Requirement: Pictures stay out; everything else from the first line of the entries down through the line with "5px,765px 5px,481px 80px,391px" gets copied exactly.
+-------+
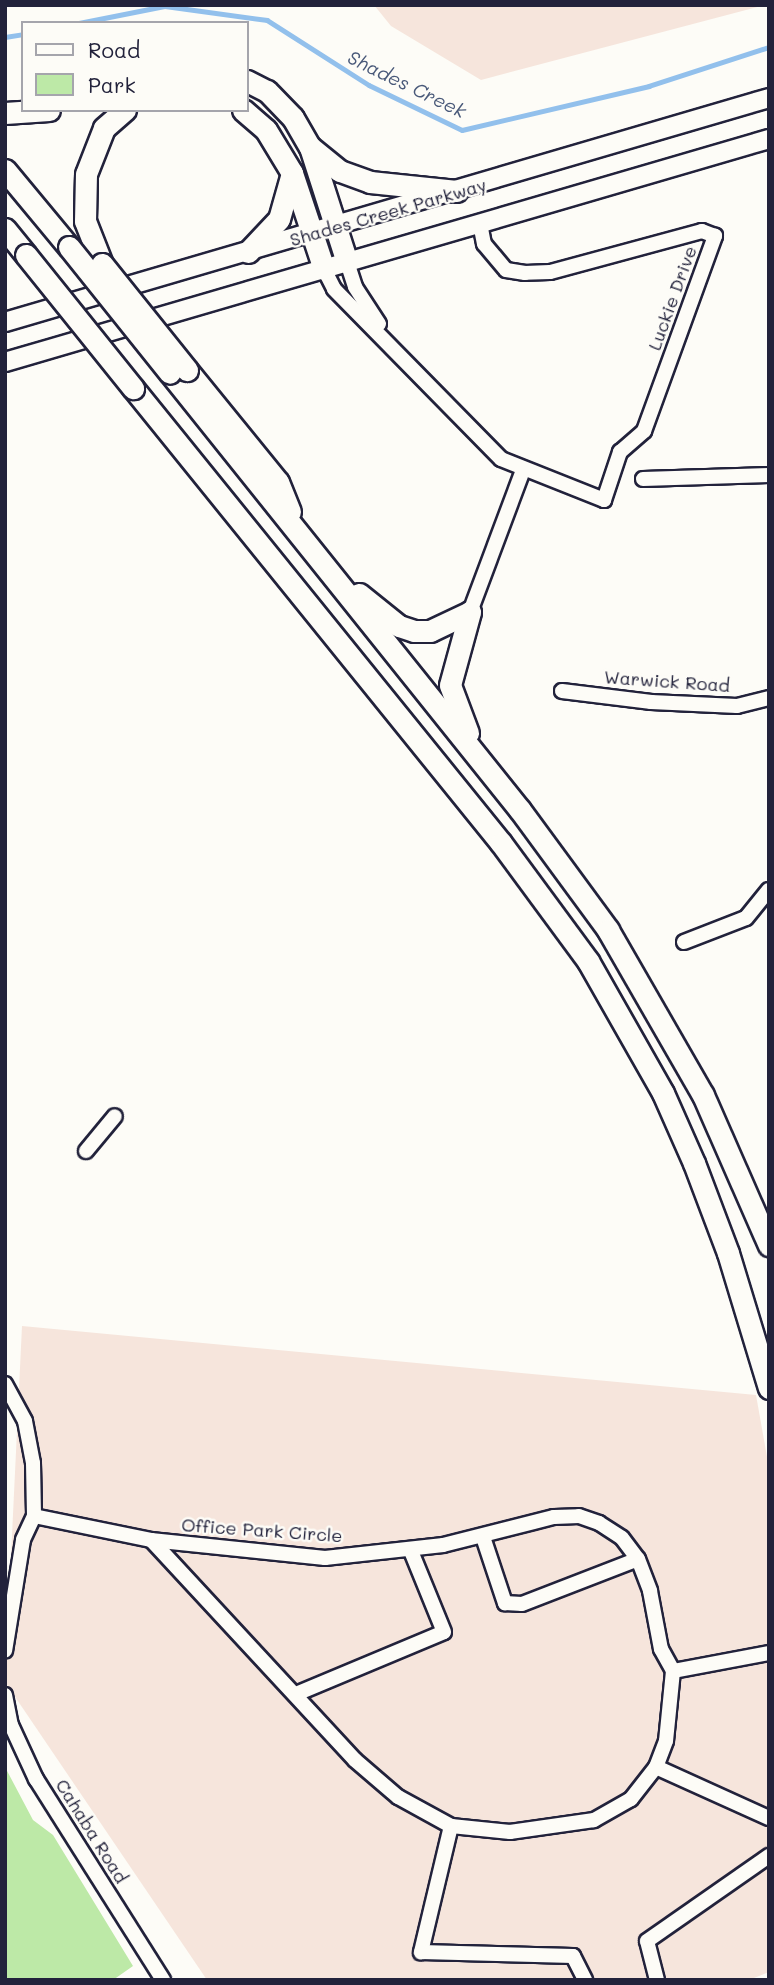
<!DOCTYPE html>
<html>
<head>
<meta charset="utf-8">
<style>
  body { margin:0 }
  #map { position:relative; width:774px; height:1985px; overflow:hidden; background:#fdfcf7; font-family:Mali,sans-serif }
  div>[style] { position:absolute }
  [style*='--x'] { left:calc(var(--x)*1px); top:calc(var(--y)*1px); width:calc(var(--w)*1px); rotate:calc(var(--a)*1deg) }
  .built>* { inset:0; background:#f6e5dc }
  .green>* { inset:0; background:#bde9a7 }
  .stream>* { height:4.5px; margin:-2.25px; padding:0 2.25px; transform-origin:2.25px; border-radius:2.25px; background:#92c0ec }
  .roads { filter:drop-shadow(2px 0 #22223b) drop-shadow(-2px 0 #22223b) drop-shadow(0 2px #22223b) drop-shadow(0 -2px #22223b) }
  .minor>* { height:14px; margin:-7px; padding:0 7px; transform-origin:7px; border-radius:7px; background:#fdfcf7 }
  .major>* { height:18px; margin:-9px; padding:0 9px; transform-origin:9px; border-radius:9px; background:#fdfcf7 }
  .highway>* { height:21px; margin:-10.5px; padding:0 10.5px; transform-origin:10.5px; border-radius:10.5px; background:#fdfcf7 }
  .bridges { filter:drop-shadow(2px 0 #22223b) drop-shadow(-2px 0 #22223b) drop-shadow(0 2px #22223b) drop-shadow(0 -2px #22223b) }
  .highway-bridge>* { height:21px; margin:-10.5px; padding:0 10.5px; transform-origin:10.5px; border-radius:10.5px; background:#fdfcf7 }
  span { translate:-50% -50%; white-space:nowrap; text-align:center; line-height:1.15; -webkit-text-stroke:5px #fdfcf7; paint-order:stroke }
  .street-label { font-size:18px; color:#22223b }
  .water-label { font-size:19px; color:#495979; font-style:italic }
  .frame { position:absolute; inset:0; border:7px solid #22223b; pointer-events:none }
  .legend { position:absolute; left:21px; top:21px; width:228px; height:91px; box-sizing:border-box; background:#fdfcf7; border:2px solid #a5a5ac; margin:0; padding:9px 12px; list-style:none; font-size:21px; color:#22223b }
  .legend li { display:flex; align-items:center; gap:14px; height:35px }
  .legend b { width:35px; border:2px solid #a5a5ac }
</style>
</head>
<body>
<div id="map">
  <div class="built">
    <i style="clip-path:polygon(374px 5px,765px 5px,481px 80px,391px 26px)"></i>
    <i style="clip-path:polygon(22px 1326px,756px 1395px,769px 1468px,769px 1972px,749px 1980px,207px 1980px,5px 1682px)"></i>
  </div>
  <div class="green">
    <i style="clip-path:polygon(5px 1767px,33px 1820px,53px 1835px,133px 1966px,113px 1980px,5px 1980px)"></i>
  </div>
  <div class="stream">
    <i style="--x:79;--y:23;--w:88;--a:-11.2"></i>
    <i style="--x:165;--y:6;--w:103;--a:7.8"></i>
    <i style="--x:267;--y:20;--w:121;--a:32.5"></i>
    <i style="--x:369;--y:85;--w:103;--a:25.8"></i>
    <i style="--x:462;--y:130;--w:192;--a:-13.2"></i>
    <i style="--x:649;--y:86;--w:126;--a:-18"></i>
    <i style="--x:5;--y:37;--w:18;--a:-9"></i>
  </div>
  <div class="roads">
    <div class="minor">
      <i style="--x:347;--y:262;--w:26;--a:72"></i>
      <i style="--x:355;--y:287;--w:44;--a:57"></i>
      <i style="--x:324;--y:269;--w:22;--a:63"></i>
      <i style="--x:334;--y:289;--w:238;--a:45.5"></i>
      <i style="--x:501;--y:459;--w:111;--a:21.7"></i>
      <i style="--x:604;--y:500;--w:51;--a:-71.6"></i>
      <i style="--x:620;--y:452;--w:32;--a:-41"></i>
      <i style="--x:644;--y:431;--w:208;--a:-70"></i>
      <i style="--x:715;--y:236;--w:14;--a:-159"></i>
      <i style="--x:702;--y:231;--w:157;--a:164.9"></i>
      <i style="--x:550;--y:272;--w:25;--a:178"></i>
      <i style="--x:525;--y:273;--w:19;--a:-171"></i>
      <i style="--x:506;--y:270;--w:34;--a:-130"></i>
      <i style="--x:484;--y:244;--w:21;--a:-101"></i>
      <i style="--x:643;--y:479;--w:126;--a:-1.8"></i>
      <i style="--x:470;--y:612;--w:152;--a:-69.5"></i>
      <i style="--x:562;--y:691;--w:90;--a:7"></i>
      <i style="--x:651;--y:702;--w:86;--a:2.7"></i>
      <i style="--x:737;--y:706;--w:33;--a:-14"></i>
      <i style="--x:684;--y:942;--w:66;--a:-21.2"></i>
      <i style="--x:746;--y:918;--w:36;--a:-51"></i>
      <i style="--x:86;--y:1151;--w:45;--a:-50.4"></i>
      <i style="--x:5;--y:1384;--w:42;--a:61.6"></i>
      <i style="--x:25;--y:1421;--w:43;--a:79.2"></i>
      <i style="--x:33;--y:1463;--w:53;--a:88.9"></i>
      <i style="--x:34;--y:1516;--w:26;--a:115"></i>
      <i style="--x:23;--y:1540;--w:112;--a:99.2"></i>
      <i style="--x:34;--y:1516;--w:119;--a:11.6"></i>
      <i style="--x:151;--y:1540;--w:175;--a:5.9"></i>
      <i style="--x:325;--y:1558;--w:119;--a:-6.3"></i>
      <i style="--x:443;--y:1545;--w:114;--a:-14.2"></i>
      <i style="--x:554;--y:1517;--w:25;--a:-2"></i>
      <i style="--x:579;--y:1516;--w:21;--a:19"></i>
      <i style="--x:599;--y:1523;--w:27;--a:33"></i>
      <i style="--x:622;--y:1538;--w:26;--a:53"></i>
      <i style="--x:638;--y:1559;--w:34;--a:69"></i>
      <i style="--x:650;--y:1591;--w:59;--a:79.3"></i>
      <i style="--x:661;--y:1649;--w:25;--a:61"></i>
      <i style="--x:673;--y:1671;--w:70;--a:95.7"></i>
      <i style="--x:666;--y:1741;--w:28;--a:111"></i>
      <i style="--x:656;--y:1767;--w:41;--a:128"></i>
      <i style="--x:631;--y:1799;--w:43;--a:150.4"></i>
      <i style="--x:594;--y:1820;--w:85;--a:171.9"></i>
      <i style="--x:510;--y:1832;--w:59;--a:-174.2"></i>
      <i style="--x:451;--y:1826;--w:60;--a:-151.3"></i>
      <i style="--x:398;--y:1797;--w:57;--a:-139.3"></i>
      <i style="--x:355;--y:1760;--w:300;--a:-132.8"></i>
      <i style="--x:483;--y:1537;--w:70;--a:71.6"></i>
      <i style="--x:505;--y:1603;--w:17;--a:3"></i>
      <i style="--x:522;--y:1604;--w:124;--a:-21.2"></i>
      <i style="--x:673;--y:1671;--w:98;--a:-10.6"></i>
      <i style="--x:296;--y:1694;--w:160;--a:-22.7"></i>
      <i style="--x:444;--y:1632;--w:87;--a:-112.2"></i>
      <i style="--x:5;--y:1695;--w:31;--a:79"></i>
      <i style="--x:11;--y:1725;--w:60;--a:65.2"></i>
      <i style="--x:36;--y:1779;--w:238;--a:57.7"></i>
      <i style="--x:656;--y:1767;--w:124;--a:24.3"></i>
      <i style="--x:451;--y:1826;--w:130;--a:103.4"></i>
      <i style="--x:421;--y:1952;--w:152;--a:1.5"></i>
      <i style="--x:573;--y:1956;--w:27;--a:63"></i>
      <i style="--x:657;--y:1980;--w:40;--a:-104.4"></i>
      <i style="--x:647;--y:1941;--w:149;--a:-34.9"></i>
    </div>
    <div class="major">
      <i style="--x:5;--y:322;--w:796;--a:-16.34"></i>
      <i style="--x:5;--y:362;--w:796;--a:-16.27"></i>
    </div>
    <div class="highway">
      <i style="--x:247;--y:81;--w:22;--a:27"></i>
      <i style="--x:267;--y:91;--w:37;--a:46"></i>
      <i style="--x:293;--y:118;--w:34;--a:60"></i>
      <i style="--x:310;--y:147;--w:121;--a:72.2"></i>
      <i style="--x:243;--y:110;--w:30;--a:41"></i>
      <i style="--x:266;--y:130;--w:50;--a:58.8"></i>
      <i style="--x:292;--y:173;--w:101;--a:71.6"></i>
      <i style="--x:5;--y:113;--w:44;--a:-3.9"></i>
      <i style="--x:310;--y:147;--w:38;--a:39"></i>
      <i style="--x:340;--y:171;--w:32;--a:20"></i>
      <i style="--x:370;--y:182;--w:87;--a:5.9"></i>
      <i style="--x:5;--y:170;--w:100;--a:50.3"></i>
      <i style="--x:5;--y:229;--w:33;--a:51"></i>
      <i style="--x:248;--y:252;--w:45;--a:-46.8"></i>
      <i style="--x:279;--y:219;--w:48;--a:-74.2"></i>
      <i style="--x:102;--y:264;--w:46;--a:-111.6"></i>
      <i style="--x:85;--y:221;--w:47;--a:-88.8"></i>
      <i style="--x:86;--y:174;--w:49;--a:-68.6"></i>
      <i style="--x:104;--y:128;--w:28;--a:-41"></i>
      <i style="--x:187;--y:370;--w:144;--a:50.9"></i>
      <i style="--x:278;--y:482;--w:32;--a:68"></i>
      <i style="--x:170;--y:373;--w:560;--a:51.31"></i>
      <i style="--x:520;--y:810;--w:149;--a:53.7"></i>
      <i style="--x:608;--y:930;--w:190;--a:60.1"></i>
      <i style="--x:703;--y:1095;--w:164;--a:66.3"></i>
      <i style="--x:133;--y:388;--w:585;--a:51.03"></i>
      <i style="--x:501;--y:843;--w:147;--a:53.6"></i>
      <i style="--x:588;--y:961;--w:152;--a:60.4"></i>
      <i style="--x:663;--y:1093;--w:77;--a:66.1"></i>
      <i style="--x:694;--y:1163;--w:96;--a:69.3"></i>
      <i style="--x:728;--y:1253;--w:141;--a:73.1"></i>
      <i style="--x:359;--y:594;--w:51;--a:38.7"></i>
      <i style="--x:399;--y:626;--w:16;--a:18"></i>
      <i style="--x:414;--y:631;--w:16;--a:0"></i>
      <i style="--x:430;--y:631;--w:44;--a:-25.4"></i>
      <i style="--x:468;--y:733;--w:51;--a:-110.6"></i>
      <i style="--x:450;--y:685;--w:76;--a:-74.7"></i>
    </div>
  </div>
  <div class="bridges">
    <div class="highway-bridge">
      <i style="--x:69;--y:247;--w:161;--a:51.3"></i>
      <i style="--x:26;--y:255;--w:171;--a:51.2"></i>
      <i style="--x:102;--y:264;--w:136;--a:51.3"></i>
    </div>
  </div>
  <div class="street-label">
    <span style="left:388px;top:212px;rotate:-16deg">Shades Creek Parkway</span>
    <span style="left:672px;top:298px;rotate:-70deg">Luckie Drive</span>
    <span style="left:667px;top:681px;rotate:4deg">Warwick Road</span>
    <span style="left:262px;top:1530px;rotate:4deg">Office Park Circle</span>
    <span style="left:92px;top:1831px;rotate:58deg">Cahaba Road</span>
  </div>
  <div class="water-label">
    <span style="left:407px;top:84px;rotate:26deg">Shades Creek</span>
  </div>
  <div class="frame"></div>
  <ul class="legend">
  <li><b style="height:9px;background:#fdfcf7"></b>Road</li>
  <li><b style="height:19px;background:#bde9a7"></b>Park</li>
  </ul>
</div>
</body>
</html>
+-------+
Answer to this exercise:
<!DOCTYPE html>
<html>
<head>
<meta charset="utf-8">
<style>
  body { margin:0 }
  #map { position:relative; width:774px; height:1985px; overflow:hidden; background:#fdfcf7; font-family:Mali,sans-serif }
  div>[style] { position:absolute }
  [style*='--x'] { left:calc(var(--x)*1px); top:calc(var(--y)*1px); width:calc(var(--w)*1px); rotate:calc(var(--a)*1deg) }
  .built>* { inset:0; background:#f6e5dc }
  .green>* { inset:0; background:#bde9a7 }
  .stream>* { height:4.5px; margin:-2.25px; padding:0 2.25px; transform-origin:2.25px; border-radius:2.25px; background:#92c0ec }
  .roads { filter:drop-shadow(2px 0 #22223b) drop-shadow(-2px 0 #22223b) drop-shadow(0 2px #22223b) drop-shadow(0 -2px #22223b) }
  .minor>* { height:14px; margin:-7px; padding:0 7px; transform-origin:7px; border-radius:7px; background:#fdfcf7 }
  .major>* { height:18px; margin:-9px; padding:0 9px; transform-origin:9px; border-radius:9px; background:#fdfcf7 }
  .highway>* { height:21px; margin:-10.5px; padding:0 10.5px; transform-origin:10.5px; border-radius:10.5px; background:#fdfcf7 }
  .bridges { filter:drop-shadow(2px 0 #22223b) drop-shadow(-2px 0 #22223b) drop-shadow(0 2px #22223b) drop-shadow(0 -2px #22223b) }
  .highway-bridge>* { height:21px; margin:-10.5px; padding:0 10.5px; transform-origin:10.5px; border-radius:10.5px; background:#fdfcf7 }
  span { translate:-50% -50%; white-space:nowrap; text-align:center; line-height:1.15; -webkit-text-stroke:5px #fdfcf7; paint-order:stroke }
  .street-label { font-size:18px; color:#22223b }
  .water-label { font-size:19px; color:#495979; font-style:italic }
  .frame { position:absolute; inset:0; border:7px solid #22223b; pointer-events:none }
  .legend { position:absolute; left:21px; top:21px; width:228px; height:91px; box-sizing:border-box; background:#fdfcf7; border:2px solid #a5a5ac; margin:0; padding:9px 12px; list-style:none; font-size:21px; color:#22223b }
  .legend li { display:flex; align-items:center; gap:14px; height:35px }
  .legend b { width:35px; border:2px solid #a5a5ac }
</style>
</head>
<body>
<div id="map">
  <div class="built">
    <i style="clip-path:polygon(374px 5px,765px 5px,481px 80px,391px 26px)"></i>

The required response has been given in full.